LOCAL TAX NEWS
Latvia - CIT reform in Latvia
On 28 July 2017, a new Corporate Income Tax Law was adopted. Effective from 1 January, 2018, the income tax will be paid at the time of profit-distribution rather than at the time profit is gained. The new CIT rate will be 20% instead of the current rate of 15%. Retained profits will not be subject to CIT. CIT credits for business activities in Free Ports and Special Economic Zones will remain unchanged. Additionally a new method of calculation of the tax base will be introduced. The tax base will be adjusted by a coefficient as provided by the Law. Transition rules will apply.
Poland - New Anti-tax Avoidance Measures to be introduced
The Polish Ministry of Finance has proposed changes in Corporate Income Tax Law partially implementing provisions of the Anti-Tax Avoidance Directive (ATAD).
The main measures will include:
- Changes in thin capitalization rules that will introduce interest deduction limitation up to 30% of taxpayers EBITDA. The new rules will not apply to financial institutions as well as to debt amounts that do not exceeds PLN 120,000.
With relation to group taxation, the new legislation will:
- decrease thresholds for share capital to 75% instead of current 90%;
- decrease net profit ratio to 2% currently 3%; and
- introduce limitations of profitability – members of the group may not be subject to exemption from corporate income tax.
In respect to CFC rules, the new legislation will increase the level of holding stake from 25% to 50%. Additionally, in order to qualify for CFC the threshold for effective tax rate in CFC jurisdiction will be increased to 50% (currently 25%). Furthermore, the passive profits threshold will be decreased to 33% (currently 50%).
Proposed provisions are expected to enter into force 1 January, 2018.
Luxembourg - Bill on new IP Regime Submitted to Parliament
Luxembourg has announced a new IP regime that contains a special tax incentive for certain income from intellectual property rights. The Bill aims to introduce the "modified nexus approach" that will be in line with OECD BEPS action plan. Under the new regime taxpayers will still be able to enjoy 80% exemption from CIT on income from patents and copyright software, resulting into effective tax rate of 5, 2%. However, the new rules will considerably change the conditions for qualifying assets and expenditures.
Bulgaria - Legislation Implementing BEPS Measures Gazetted
In order to continue implementation of BEPS measures, Bulgaria has adopted amendments to existing rules concerning mandatory automatic exchange of advance cross-border tax rulings as well as country-by-country (CbC) reporting requirements. The new rules define that taxpayers, subject to CbC reporting in Bulgaria, must submit CbC reports within 12 months from the last day of a reporting fiscal year.
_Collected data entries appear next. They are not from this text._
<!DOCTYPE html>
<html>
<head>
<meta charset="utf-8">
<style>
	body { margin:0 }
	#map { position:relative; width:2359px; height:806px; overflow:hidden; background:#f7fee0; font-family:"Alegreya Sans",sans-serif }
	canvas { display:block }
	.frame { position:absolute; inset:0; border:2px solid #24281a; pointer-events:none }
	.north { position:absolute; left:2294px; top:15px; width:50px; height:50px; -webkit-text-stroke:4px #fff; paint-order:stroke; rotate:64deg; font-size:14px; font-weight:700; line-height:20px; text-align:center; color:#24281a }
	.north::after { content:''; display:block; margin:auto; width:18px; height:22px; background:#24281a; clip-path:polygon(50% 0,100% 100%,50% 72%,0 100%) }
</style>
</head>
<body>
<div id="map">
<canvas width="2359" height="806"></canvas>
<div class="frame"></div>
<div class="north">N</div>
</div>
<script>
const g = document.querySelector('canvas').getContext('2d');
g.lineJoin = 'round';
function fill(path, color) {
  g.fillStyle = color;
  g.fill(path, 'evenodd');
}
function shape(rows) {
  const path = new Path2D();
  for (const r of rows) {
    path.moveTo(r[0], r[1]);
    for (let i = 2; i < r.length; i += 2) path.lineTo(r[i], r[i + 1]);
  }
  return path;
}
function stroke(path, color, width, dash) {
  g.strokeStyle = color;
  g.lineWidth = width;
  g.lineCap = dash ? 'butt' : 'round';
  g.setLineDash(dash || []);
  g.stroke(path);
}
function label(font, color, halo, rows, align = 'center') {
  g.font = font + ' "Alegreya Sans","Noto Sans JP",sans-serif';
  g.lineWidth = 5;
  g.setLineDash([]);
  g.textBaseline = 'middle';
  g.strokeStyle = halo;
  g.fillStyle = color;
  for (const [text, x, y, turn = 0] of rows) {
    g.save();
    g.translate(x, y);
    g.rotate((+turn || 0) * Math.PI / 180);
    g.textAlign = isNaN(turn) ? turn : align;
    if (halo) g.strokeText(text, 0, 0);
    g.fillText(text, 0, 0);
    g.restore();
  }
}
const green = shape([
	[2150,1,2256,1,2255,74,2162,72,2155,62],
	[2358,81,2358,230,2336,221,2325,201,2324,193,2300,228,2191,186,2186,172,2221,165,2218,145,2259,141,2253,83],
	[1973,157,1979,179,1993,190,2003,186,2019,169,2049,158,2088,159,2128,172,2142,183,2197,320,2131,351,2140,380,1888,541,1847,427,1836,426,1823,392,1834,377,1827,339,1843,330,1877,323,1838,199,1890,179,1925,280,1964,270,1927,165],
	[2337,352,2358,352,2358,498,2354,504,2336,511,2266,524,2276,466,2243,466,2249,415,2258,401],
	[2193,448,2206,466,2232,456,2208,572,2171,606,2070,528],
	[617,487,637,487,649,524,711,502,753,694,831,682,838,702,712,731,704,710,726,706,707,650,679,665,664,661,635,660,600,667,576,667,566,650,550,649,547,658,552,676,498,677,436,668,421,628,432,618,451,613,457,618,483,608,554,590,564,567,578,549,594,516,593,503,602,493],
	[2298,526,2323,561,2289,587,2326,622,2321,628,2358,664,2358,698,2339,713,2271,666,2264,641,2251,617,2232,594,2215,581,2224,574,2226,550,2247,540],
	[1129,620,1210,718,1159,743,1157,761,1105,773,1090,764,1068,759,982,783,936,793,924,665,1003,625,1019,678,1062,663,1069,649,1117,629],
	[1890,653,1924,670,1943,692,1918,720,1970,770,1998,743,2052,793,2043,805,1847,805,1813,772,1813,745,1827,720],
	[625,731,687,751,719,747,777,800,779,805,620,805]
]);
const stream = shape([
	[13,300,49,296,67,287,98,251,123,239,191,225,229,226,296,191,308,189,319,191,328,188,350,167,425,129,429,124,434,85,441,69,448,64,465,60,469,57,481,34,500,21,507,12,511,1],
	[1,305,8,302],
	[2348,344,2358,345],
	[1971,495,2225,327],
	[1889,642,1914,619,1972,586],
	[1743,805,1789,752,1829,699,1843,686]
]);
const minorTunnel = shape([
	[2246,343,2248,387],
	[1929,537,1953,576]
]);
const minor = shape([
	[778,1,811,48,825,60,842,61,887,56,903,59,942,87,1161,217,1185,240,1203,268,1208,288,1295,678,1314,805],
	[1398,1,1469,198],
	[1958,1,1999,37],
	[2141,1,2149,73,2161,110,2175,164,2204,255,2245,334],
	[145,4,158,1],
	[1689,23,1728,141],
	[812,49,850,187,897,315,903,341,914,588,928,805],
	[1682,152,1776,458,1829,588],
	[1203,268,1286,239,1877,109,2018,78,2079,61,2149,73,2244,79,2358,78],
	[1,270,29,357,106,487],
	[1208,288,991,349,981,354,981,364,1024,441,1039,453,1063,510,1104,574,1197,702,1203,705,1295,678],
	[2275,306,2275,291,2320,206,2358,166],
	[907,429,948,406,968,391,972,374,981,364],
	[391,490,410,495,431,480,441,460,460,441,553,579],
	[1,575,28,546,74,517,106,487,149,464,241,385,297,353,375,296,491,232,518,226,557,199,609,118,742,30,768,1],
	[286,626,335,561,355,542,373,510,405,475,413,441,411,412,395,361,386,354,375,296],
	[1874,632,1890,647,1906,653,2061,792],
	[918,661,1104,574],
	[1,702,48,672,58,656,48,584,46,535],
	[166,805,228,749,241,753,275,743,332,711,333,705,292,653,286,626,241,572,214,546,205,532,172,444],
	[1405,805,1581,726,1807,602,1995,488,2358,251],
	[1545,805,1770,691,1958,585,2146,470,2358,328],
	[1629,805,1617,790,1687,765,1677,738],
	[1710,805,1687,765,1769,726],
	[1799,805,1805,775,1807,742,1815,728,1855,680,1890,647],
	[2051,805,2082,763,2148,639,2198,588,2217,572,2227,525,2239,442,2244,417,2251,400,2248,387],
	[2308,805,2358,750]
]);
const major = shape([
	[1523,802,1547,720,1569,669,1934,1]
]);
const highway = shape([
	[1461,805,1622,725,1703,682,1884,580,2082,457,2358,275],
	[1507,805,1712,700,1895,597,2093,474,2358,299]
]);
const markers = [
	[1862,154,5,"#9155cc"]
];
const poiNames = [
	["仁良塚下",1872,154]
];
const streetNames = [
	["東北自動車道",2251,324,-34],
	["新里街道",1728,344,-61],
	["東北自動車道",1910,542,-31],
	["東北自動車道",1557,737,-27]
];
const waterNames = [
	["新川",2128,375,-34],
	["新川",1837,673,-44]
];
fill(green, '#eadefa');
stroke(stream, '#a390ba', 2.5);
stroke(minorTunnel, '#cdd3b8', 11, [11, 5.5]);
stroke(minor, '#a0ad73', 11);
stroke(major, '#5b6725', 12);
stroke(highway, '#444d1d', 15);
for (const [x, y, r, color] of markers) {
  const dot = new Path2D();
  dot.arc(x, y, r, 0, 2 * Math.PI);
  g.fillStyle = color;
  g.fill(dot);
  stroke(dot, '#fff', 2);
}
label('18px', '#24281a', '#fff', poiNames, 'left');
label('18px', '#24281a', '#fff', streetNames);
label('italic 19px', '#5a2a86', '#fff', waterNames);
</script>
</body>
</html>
Non-compliance may be subject to penalties in Bulgaria. The deadline for filing the first CbC report is 31 December 2017.
Argentina - Mexico
The Argentina - Mexico Income and Capital Tax Treaty (2015) will enter into force. The treaty generally applies from 1 January 2018 and replaces the Argentina - Mexico Transport Tax Treaty (1997).
Belarus - Pakistan
The amending protocol, signed on 5 October 2016, to the Belarus - Pakistan Income Tax Treaty (2004) entered into force. The protocol states that reduced withholding tax rate for qualified dividends is adjusted from 10% to 11%. The protocol generally applies from 1 July 2017 for Pakistan and from 1 January 2018 for Belarus.
Hong Kong - Saudi Arabia
The Hong Kong - Saudi Arabia Income Tax Agreement (2017) was signed in Hong Kong.